Now, let's consider the dilution process. We know that 1.00 L of the original solution was diluted to make 12.0 L of the final solution. By the principle of dilution, the number of moles of zinc in both solutions remains the same.
Therefore, the moles of zinc iodide in the original solution are also 6.00 moles.
Next, we need to calculate the mass of zinc added to make the original solution. We can use the atomic mass of zinc to convert the moles of zinc into grams.
The atomic mass of zinc (Zn) is approximately 65.38 g/mol.
mass of zinc = moles of zinc × atomic mass of zinc
mass of zinc = 6.00 moles × 65.38 g/mol = 392.3 grams
Therefore, approximately 392.3 grams of zinc was added to make the original solution.
To find the mass of zinc added to make the original solution, we need to use the information given and perform some calculations.

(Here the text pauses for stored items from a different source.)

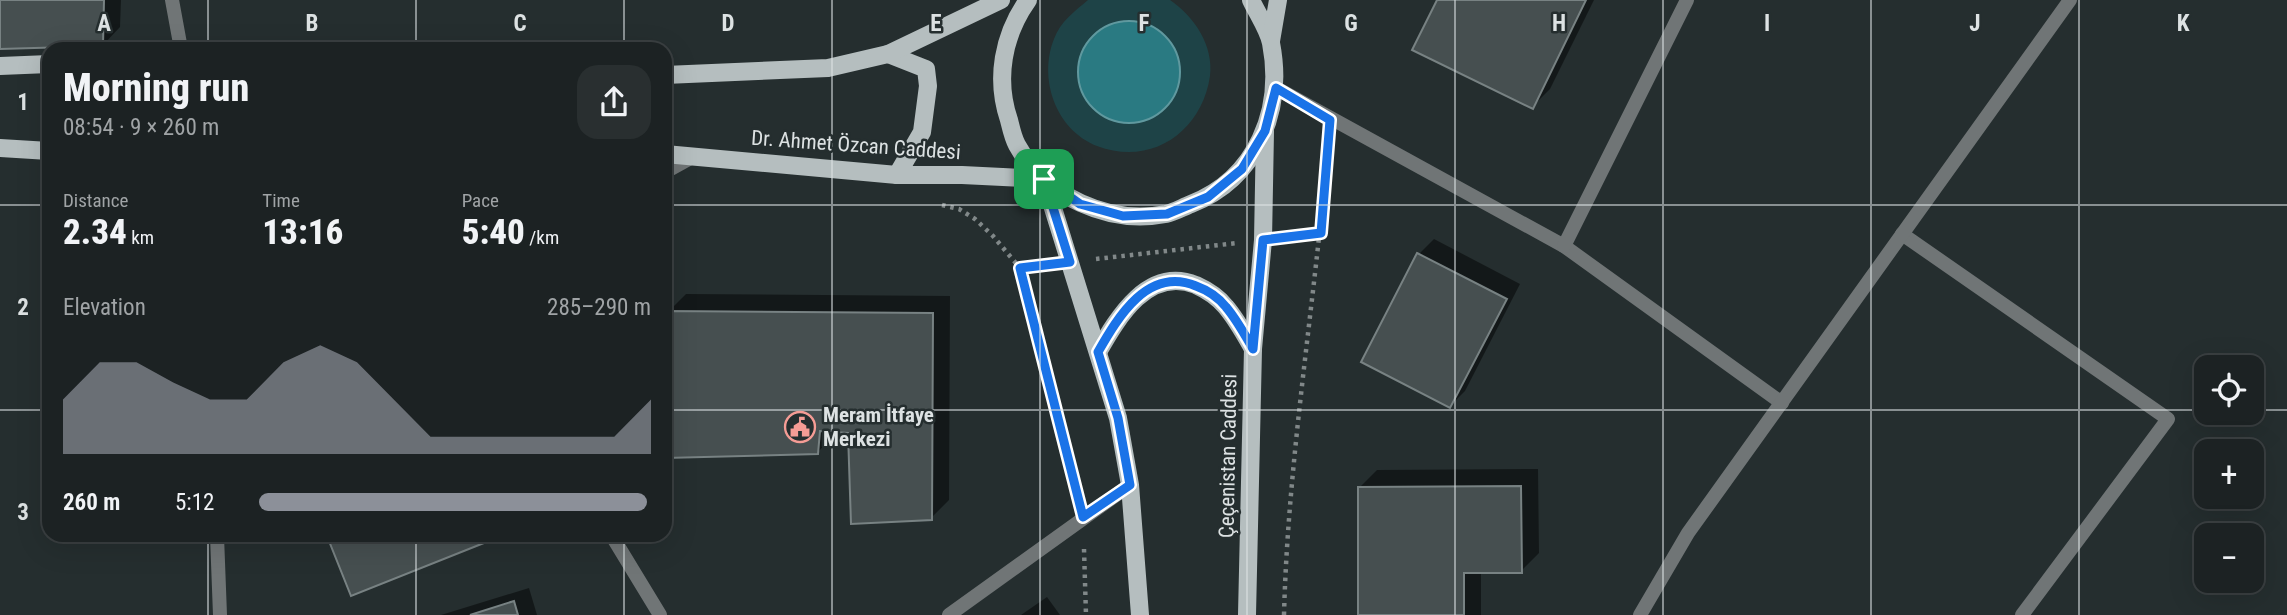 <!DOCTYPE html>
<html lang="en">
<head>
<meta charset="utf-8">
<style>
	:root { --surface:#1c2223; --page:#292f30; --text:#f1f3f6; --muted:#a0a4a6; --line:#3a3f41; --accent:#8c9099 }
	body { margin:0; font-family:"Roboto Condensed",sans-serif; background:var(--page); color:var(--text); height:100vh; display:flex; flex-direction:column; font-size:26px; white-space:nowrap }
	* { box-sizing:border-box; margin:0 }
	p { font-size:23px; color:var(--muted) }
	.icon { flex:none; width:38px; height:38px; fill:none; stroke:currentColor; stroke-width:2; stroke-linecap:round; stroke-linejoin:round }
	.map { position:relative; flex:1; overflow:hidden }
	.details { position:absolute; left:42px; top:42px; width:630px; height:500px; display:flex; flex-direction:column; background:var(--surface); border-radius:21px; box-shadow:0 7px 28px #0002,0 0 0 2px var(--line) }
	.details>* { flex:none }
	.fabs { position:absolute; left:2194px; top:355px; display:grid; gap:14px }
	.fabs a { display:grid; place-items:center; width:70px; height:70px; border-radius:14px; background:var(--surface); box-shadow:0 7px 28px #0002,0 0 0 2px var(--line); font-size:35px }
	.pin { position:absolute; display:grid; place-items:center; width:60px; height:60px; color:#fff; margin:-30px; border-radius:14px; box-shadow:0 4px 10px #0006 }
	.round { display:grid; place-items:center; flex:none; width:74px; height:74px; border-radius:21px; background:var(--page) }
	.head { display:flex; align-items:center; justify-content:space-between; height:119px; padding:0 21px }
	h1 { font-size:38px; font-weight:800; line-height:52px }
	.stats { display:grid; grid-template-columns:repeat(3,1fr); gap:10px; height:119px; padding:7px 21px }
	.stats div { display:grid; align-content:center }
	.stats b { font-size:35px; font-weight:800 }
	.stats small { font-size:19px; font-weight:400 }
	.stats p { font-size:19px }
	.chart { height:196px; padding:14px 21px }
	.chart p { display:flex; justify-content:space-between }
	.chart svg { width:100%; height:126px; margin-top:7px; fill:var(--accent); opacity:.7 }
	ul { padding:0 21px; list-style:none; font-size:23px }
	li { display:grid; grid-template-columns:112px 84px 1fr; align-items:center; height:52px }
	li i { height:18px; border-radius:9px; background:var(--accent) }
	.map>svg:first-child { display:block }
	.green { fill:#1e4347 }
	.water { fill:#2a7a82; stroke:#60999f; stroke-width:2 }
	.shadow { fill:#0007 }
	.building { fill:#464f50; stroke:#788283; stroke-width:2 }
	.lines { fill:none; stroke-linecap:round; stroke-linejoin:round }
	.path { stroke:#818889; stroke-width:4.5; stroke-dasharray:3.5 5; stroke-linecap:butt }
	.minor { stroke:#707576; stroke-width:14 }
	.tertiary { stroke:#707576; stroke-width:14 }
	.primary { stroke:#b5bebf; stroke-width:18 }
	.route-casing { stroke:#fff; stroke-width:14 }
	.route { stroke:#1a73e8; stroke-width:9 }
	.grid { fill:none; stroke:#dde2e3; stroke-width:2; stroke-opacity:0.55 }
	.labels { text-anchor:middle; stroke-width:5; stroke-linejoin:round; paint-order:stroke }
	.street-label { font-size:21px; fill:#dde2e3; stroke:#252e2f }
	.poi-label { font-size:21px; font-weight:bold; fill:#dde2e3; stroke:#252e2f; text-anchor:start }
	.grid-label { font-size:23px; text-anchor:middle; font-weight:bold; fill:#dde2e3; stroke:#252e2f; stroke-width:5; stroke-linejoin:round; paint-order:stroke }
</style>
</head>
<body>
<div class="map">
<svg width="2287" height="615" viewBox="0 0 2287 615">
	<rect width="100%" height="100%" fill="#252e2f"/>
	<path class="green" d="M1088 0H1170C1194 16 1214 46 1210 76 1202 131 1152 167 1097 146 1056 130 1038 79 1054 39 1060 22 1075 11 1088 0Z"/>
	<circle class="water" cx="1129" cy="72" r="51"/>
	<g class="shadow">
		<path d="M0 0H121L120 27 103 45 0 47Z"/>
		<path d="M1439 0H1594L1550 89 1532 107Z"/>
		<path d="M1434 239 1520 284 1465 391 1450 406 1363 361 1419 254Z"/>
		<path d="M686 294 950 296 949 500 931 518 850 431 836 430 835 434 818 452 668 312Z"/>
		<path d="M1538 469 1539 553 1521 571H1481V615H1359V488L1377 470Z"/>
		<path d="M328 536H497L352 594Z"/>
		<path d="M529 588 537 615H441Z"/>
		<path d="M1047 597 1060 615H1021Z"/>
	</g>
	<g class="building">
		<path d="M0 0H104L103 46 0 49Z"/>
		<path d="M1437 0H1586L1533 109 1412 50Z"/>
		<path d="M1417 253 1507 299 1450 408 1361 362Z"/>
		<path d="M666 311 933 313 932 520 851 524 848 433 820 431 818 454 665 458Z"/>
		<path d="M1521 486 1522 573H1464V615H1358V487Z"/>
		<path d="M327 536H499V537L351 596Z"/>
		<path d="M514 601 518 615H470Z"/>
	</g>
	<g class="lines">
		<g class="path">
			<path d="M942 205 959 209 975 219 993 236 1020 268 1077 492"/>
			<path d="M1291 236 1321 233"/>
			<path d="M1096 259 1237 243"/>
			<path d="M1020 268 1042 265"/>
			<path d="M1084 549 1086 615"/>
			<path d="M1284 615C1288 458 1315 302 1328 145"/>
		</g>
		<g class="minor">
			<path d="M1276 88 1564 246 1782 403"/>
			<path d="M665 172 694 156"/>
			<path d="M1902 234 2168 419 2022 615"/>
			<path d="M1564 246 1687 0"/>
			<path d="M612 536 660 615"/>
			<path d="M949 615 1130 485"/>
			<path d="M1640 615 1688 533 2070 0"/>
		</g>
		<g class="tertiary">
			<path d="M172 0 181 49"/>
			<path d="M217 536 220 615"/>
		</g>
		<g class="primary">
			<path d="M1028 0C1003 35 995 79 1009 120 1011 128 1013 138 1017 145 1046 197 1109 225 1166 214 1175 212 1183 207 1191 204 1257 178 1284 110 1271 43 1268 29 1257 13 1251 0"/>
			<path d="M1271 41 1278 0"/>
			<path d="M888 54 926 69 928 86 922 132 897 175"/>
			<path d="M0 66 49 64"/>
			<path d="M665 75 828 68 888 54 1001 0"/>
			<path d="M0 148 49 151"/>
			<path d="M665 154 897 175H962L1044 179"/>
			<path d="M1044 179 1118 418 1130 485 1140 615"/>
			<path d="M1098 352C1118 317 1148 266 1196 285 1207 290 1218 297 1226 307 1237 320 1245 335 1253 349"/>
			<path d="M1247 615 1253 349 1263 240 1265 131"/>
		</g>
	</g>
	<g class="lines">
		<g class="route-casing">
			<path id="route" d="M1276 88 1330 120 1321 233 1263 240 1253 349C1245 335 1237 320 1226 307 1218 297 1207 290 1196 286 1148 266 1118 317 1098 352L1118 418 1130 485 1083 517 1020 268 1070 262 1044 179 1080 204 1123 216 1167 214 1208 197 1242 169 1265 131Z"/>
		</g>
		<use href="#route" class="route"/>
	</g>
	<path class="grid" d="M208 0V49M416 0V49M624 0V49M832 0V615M1040 0V615M1247 0V615M1455 0V615M1663 0V615M1871 0V615M2079 0V615M0 205H49M665 205H2287M0 410H49M665 410H2207M2252 410H2287M208 536V615M416 536V615M624 536V615"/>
	<defs>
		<g id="civic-ring" transform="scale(1.575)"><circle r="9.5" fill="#252e2f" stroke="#f59c95" stroke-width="1.5"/><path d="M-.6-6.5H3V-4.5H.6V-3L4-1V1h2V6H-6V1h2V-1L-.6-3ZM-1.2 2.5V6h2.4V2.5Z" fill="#f59c95"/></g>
	</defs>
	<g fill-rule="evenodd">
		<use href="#civic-ring" x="800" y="427"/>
	</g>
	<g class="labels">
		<g class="street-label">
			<text transform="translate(856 145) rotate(4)" y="7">Dr. Ahmet Özcan Caddesi</text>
			<text transform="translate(1228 456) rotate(-89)" y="7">Çeçenistan Caddesi</text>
		</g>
		<g class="poi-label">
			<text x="823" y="422">Meram İtfaye<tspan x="823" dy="24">Merkezi</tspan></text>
		</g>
	</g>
	<g class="grid-label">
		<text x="104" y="31">A</text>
		<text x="312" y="31">B</text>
		<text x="520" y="31">C</text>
		<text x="728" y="31">D</text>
		<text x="936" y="31">E</text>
		<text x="1144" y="31">F</text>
		<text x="1351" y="31">G</text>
		<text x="1559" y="31">H</text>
		<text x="1767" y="31">I</text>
		<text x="1975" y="31">J</text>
		<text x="2183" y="31">K</text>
		<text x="23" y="110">1</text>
		<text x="23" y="315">2</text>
		<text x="23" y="520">3</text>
	</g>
</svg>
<div class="fabs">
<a><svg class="icon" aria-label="locate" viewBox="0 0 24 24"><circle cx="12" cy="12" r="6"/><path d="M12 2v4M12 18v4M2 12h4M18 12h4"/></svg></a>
<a>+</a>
<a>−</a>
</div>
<div class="pin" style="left:1044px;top:179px;background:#1e9e55"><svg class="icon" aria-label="arrive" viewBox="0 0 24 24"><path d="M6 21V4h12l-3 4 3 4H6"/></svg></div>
<section class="details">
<div class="head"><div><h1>Morning run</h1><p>08:54 · 9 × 260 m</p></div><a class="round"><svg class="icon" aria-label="share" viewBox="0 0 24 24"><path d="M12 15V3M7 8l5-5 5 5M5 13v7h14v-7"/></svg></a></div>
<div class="stats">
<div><p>Distance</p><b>2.34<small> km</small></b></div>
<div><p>Time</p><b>13:16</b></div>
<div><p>Pace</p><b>5:40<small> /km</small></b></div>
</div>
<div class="chart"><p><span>Elevation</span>285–290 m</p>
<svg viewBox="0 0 160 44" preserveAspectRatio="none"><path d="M0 44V25L10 12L20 12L30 19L40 25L50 25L60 12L70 6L80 12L90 25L100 38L110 38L120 38L130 38L140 38L150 38L160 25V44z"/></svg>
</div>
<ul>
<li><b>260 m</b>5:12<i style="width:99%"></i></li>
</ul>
</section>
</div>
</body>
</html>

Let's break down the problem step by step:
Step 1: Find the number of moles of zinc iodide in the 1.00 L solution.
The given concentration of the 1.00 L solution is 0.50 M, which means there are 0.50 moles of zinc iodide for every 1 L of solution.
Therefore, the number of moles in the 1.00 L solution is 0.50 moles.
Step 2: Calculate the number of moles in the original solution.
Since we were given that 1.00 L of the original solution was diluted to make 12.0 L, we can think of it as a ten-fold dilution.
So, the number of moles in the original solution is 10 times the number of moles in the 1.00 L solution:
Number of moles in the original solution = 10 * 0.50 moles = 5.00 moles.
Step 3: Find the molar mass of zinc iodide.
Zinc iodide is a compound consisting of one zinc atom (Zn) and two iodine atoms (I). To find the molar mass, we need to add up the atomic masses of these atoms.
The atomic mass of zinc (Zn) is 65.38 g/mol, and the atomic mass of iodine (I) is 126.90 g/mol. So, the molar mass of zinc iodide (ZnI2) is:
Molar mass of ZnI2 = (1 * 65.38 g/mol) + (2 * 126.90 g/mol) = 318.18 g/mol.
Step 4: Calculate the mass of zinc in the original solution.
To find the mass of zinc, we need to multiply the number of moles of zinc iodide by the molar mass of zinc iodide:
Mass of zinc = Number of moles * Molar mass = 5.00 moles * 318.18 g/mol = 1590.90 g.
So, the mass of zinc added to make the original solution is 1590.90 grams.